Présentation
Wallers-en-Fagne est une commune rurale du Sud Avesnois, à la frontière belge, dont le nom même rappelle la Fagne qui l’entoure. Village de pierre et de forêt, son histoire s’est écrite en deux temps : celui d’une abbaye mérovingienne disparue depuis un millénaire, et celui d’une industrie de la pierre bleue qui façonne encore son bâti aujourd’hui.
Étymologie
Les formes anciennes du nom se succèdent dans les chartes : Wallare (640, diplôme de Dagobert), Walhiers (697, titres de l’abbaye de Lobbes), Wasloi puis Wasler (870, division du royaume de Lothaire), jusqu’à Waslers-en-Faigne chez Vinchant. Sur la carte de Cassini (feuille « Rocroi », 1759), le village apparaît sous le nom de « Walle » ; la carte d’état-major de 1866 porte « Woillers ». Devenue Wallers-Trélon au XXe siècle pour se distinguer de l’autre Wallers du Nord, la commune a retrouvé son nom historique par décret ministériel du 10 juillet 2007, publié le 14 août suivant.
Géographie
Le village s’étend entre 186 et 236 mètres d’altitude, sur 7,79 km², au fil de l’Helpe Majeure et en lisière de la forêt de Wallers, dans le prolongement de la Calestienne belge.
Histoire
Le territoire porte des traces d’occupation ancienne : silex taillés du secteur de Trélon, monnaies de bronze dites « nerviennes » mises au jour à la colline des Mottes. La tradition locale, rapportée par le doyen Letellier, évoque une persécution des chrétiens en 302 sous Maximien ; rien ne permet aujourd’hui de la confirmer.
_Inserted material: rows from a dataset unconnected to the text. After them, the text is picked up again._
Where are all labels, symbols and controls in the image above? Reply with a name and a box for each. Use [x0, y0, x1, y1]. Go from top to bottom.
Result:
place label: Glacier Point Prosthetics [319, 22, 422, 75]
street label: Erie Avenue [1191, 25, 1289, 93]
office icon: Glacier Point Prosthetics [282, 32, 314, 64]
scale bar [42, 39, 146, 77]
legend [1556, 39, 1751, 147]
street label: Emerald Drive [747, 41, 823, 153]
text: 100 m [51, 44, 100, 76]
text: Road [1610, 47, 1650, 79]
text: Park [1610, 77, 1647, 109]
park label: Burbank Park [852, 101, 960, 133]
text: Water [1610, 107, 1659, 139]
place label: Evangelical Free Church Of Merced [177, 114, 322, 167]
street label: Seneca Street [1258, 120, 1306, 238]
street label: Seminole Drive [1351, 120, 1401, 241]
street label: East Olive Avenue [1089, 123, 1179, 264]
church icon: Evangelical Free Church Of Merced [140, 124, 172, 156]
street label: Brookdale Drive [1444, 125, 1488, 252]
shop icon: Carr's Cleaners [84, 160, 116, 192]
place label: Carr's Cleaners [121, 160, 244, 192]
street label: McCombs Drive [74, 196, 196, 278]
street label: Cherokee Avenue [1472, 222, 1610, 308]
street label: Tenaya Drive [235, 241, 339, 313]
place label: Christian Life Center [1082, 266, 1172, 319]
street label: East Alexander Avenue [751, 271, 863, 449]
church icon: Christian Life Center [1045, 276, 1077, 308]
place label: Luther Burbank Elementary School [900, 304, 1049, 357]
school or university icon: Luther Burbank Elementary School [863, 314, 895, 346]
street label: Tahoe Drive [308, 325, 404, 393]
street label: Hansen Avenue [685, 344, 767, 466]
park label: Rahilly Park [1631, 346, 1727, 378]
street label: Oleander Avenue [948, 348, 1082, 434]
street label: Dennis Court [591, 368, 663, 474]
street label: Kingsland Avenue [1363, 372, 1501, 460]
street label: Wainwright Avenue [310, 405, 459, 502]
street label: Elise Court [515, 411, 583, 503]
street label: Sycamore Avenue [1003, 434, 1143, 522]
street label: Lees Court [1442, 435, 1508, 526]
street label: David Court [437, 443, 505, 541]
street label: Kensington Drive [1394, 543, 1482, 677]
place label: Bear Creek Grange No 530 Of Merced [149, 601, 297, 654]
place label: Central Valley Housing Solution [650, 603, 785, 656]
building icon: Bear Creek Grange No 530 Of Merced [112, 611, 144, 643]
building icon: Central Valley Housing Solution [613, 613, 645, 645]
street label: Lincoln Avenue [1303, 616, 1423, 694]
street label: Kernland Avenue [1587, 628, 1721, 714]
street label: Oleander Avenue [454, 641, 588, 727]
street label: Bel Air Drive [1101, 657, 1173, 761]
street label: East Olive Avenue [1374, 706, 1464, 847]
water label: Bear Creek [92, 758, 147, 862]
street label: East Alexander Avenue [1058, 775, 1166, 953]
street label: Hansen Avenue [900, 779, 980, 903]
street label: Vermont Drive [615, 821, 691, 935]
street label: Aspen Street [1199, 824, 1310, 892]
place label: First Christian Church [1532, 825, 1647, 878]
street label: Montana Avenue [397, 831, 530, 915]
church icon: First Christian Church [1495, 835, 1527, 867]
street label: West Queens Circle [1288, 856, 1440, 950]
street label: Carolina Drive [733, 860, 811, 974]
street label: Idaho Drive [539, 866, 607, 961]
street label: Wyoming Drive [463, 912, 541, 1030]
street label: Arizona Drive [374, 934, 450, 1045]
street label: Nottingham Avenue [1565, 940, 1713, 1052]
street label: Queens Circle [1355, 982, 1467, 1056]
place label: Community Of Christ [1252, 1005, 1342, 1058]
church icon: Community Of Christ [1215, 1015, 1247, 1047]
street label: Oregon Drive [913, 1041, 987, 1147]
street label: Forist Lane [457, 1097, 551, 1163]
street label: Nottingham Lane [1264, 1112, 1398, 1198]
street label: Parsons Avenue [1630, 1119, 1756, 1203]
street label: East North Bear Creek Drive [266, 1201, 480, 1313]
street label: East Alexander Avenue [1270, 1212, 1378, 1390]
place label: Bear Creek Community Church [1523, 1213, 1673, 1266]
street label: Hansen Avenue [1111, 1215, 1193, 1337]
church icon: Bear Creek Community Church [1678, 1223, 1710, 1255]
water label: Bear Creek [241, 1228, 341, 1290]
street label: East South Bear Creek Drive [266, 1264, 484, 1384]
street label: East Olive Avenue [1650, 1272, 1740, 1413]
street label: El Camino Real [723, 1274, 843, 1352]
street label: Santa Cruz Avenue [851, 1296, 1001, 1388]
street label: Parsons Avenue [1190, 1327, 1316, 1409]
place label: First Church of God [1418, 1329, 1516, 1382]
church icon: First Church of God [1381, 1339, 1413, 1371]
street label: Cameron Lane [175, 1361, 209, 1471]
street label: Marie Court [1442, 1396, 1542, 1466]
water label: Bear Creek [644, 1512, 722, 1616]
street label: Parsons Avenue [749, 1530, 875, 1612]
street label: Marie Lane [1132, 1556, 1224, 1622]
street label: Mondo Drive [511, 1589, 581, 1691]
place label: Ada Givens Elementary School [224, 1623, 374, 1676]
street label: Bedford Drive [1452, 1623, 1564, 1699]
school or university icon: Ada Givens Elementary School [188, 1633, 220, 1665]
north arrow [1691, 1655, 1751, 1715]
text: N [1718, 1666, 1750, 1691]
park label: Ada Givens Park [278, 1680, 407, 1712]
C’est l’abbaye qui domine l’histoire médiévale de Wallers. Selon plusieurs actes anciens — dont l’authenticité reste discutée par les historiens — le roi Dagobert Ier aurait donné en 640 les terres de Wallers à l’abbaye de Lobbes ; c’est là qu’en 657, selon la tradition, saint Landelin fonde un monastère dédié à saint Pierre et saint Paul, saint Dodon en devenant le premier abbé. L’abbaye est consacrée en 844 par l’évêque Thierry, à la demande d’Héribert, abbé de Lobbes, et se voit citée en 870 dans le partage carolingien entre Charles le Chauve et Louis le Germanique. Détruite par les Normands ou, selon Desmasures, rasée par les Hongrois vers 953, elle ne se relève pas : il n’en subsiste aujourd’hui aucune trace, pas plus que d’une forteresse antérieure dont l’existence n’est connue que par le témoignage de Jacques de Guise.
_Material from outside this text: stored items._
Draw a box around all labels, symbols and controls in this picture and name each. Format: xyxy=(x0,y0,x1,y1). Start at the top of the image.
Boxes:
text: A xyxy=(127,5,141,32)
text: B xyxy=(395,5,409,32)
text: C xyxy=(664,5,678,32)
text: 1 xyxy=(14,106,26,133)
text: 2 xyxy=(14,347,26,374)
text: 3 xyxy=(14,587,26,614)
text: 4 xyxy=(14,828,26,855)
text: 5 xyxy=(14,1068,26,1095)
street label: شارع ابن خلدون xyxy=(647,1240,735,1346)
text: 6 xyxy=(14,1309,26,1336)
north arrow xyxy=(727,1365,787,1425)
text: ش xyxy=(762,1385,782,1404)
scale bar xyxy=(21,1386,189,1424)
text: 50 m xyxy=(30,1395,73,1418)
En 1186, Wallers forme une paroisse du décanat d’Avesnes, dont la cure dépend de l’abbaye de Saint-Feuillien, qui l’a reçue en 1125 de l’évêque Bouchard. C’est alors l’un des six villages du marquisat de Trélon ; avant la Révolution, il relève de la prévôté de Maubeuge et de la coutume de Mons.
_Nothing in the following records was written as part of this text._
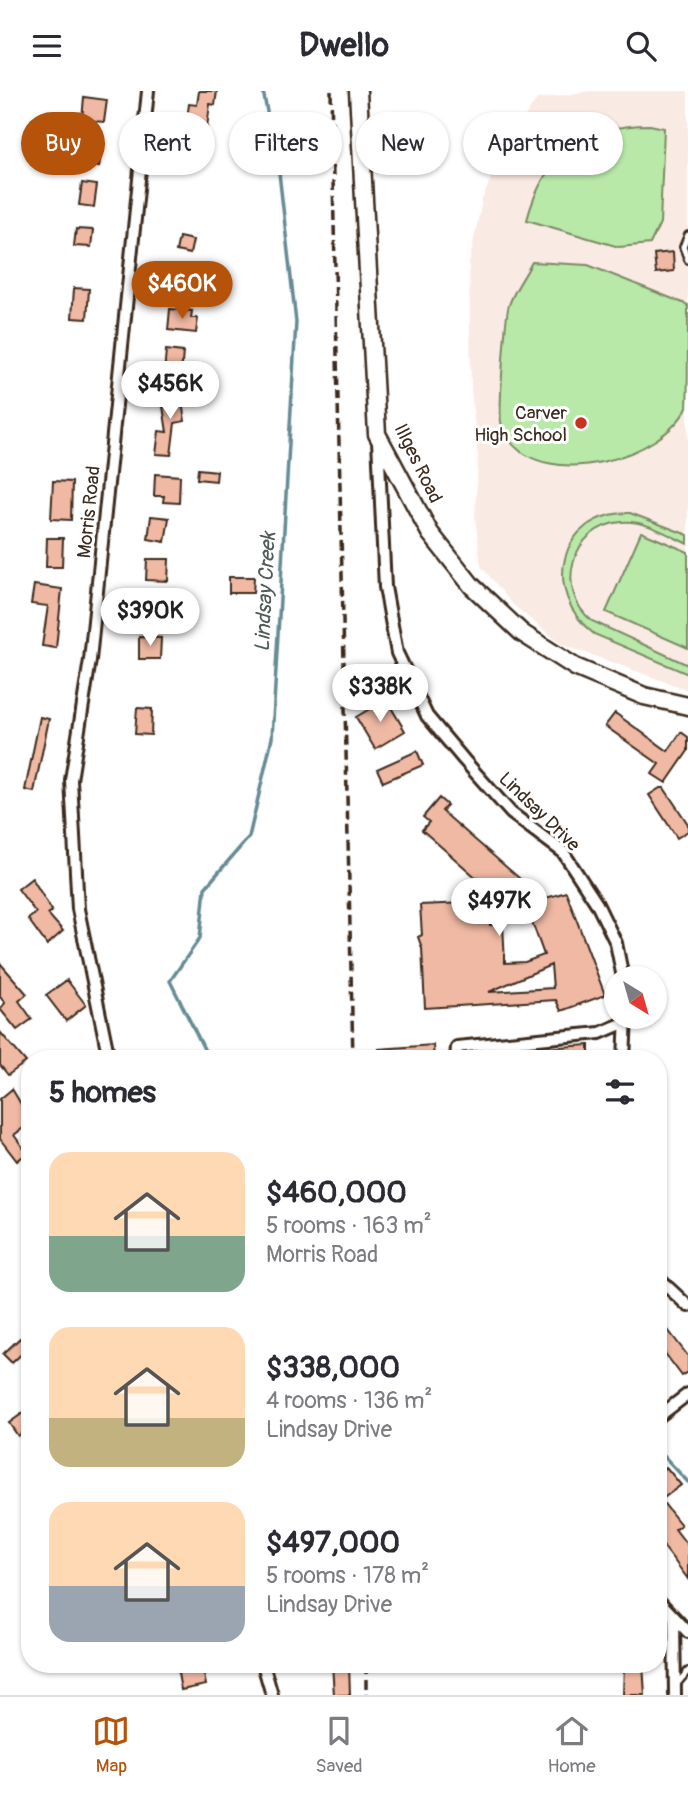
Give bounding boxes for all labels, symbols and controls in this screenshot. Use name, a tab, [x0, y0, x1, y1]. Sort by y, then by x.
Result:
text: Dwello	[299, 26, 389, 66]
icon: menu	[28, 27, 66, 65]
icon: search	[622, 27, 660, 65]
chip: Buy	[21, 112, 105, 175]
chip: Rent	[119, 112, 215, 175]
chip: Filters	[229, 112, 342, 175]
chip: New	[356, 112, 449, 175]
chip: Apartment	[463, 112, 623, 175]
pin: $460K	[133, 261, 231, 321]
text: $460K	[148, 269, 216, 298]
pin: $456K	[121, 361, 219, 421]
text: $456K	[137, 369, 203, 398]
place label: Carver High School	[474, 401, 567, 447]
marker: Carver High School	[573, 415, 589, 431]
street label: Illges Road	[389, 420, 448, 507]
street label: Morris Road	[72, 465, 106, 560]
water label: Lindsay Creek	[249, 529, 282, 653]
pin: $390K	[101, 589, 199, 648]
text: $390K	[117, 596, 183, 625]
pin: $338K	[331, 665, 429, 724]
text: $338K	[348, 672, 412, 701]
street label: Lindsay Drive	[494, 767, 586, 857]
pin: $497K	[450, 879, 548, 938]
text: $497K	[467, 886, 531, 915]
north arrow	[604, 966, 667, 1029]
map controls	[604, 966, 667, 1029]
icon: filters	[601, 1073, 639, 1111]
text: 5 homes	[49, 1074, 156, 1111]
text: $460,000	[266, 1174, 407, 1211]
icon: home	[105, 1180, 189, 1264]
text: 5 rooms · 163 m²	[266, 1211, 432, 1240]
text: Morris Road	[266, 1240, 378, 1269]
text: $338,000	[266, 1349, 400, 1386]
icon: home	[105, 1355, 189, 1439]
text: 4 rooms · 136 m²	[266, 1386, 432, 1415]
text: Lindsay Drive	[266, 1415, 392, 1444]
text: $497,000	[266, 1524, 400, 1561]
icon: home	[105, 1530, 189, 1614]
text: 5 rooms · 178 m²	[266, 1561, 429, 1590]
text: Lindsay Drive	[266, 1590, 392, 1619]
tab: Map	[92, 1712, 130, 1778]
tab: Saved	[315, 1712, 363, 1778]
tab: Home	[548, 1712, 596, 1778]

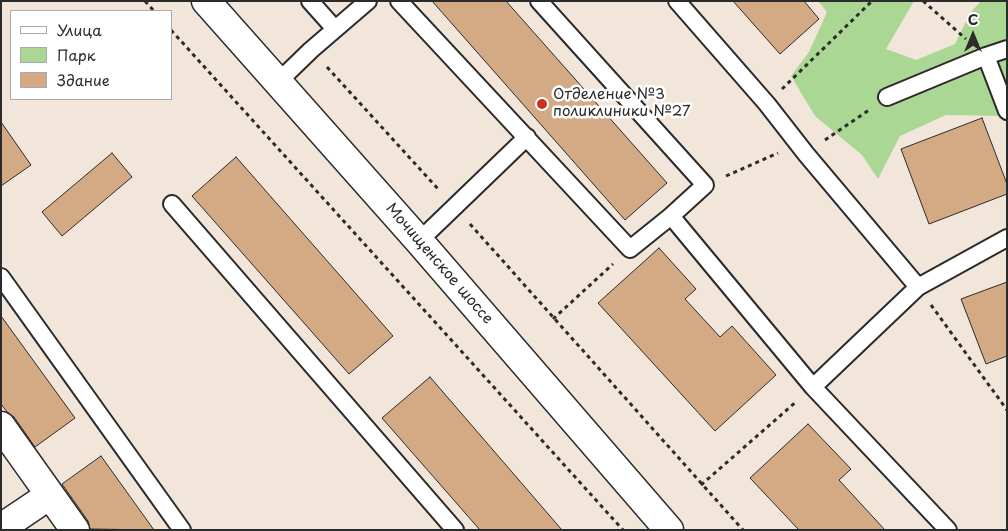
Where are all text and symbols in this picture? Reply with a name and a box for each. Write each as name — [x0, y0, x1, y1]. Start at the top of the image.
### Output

À partir du XVIe siècle, le fer prend le relais du monastère. Un fourneau, attesté dès 1592 route de Moustier et exploité par Jean Lobet, produit fonte, taques et gueuses à partir du minerai de Glageon et d’Ohain ; les gueuses sont affinées à la forge des Monts-de-Baives. Guillaume Goulard, maître de forges de Trélon, en reprend l’exploitation en 1714 ; l’activité périclite (2 000 gueuses en stock en 1738) et la forge, maintenue jusqu’en 1825, cède alors la place à une scierie de marbre, préfigurant l’essor de la pierre bleue.
Patrimoine
La pierre bleue, calcaire dur de la Calestienne, fait la réputation du village : vers 1875, plus de soixante-dix familles en vivaient. Une nouvelle carrière ouvre en 1973, et un centre artisanal s’installe dans une grange du XVIIIe siècle ; un symposium européen de la pierre s’y tient tous les deux ans. Les maisons du village, bâties dans cette même pierre grise, en portent encore la marque.
L’église Saint-Hilaire, construite en 1688 selon l’inscription de son porche, est elle-même en pierre bleue — seule la partie haute du clocher paraît antérieure. Elle conserve un reliquaire en forme de bras, offert en 1518 par Charles de Croy, prince de Chimay, et son épouse Louise d’Albret, et renfermant selon la tradition des ossements de saint Hilaire ; un ostensoir en argent d’environ 1720 y est classé monument historique depuis 1944. Dans la forêt voisine subsiste un puits ancien dont l’origine reste inconnue.
Sources
Bulletin de la Commission historique du département du Nord (1866) et Annuaire statistique du département du Nord (1838), Gallica ; Desmasures, Histoire des communes du canton de Trélon (1860) ; carte de Cassini (1759) ; carte d’état-major (1866) ; décret ministériel du 10 juillet 2007.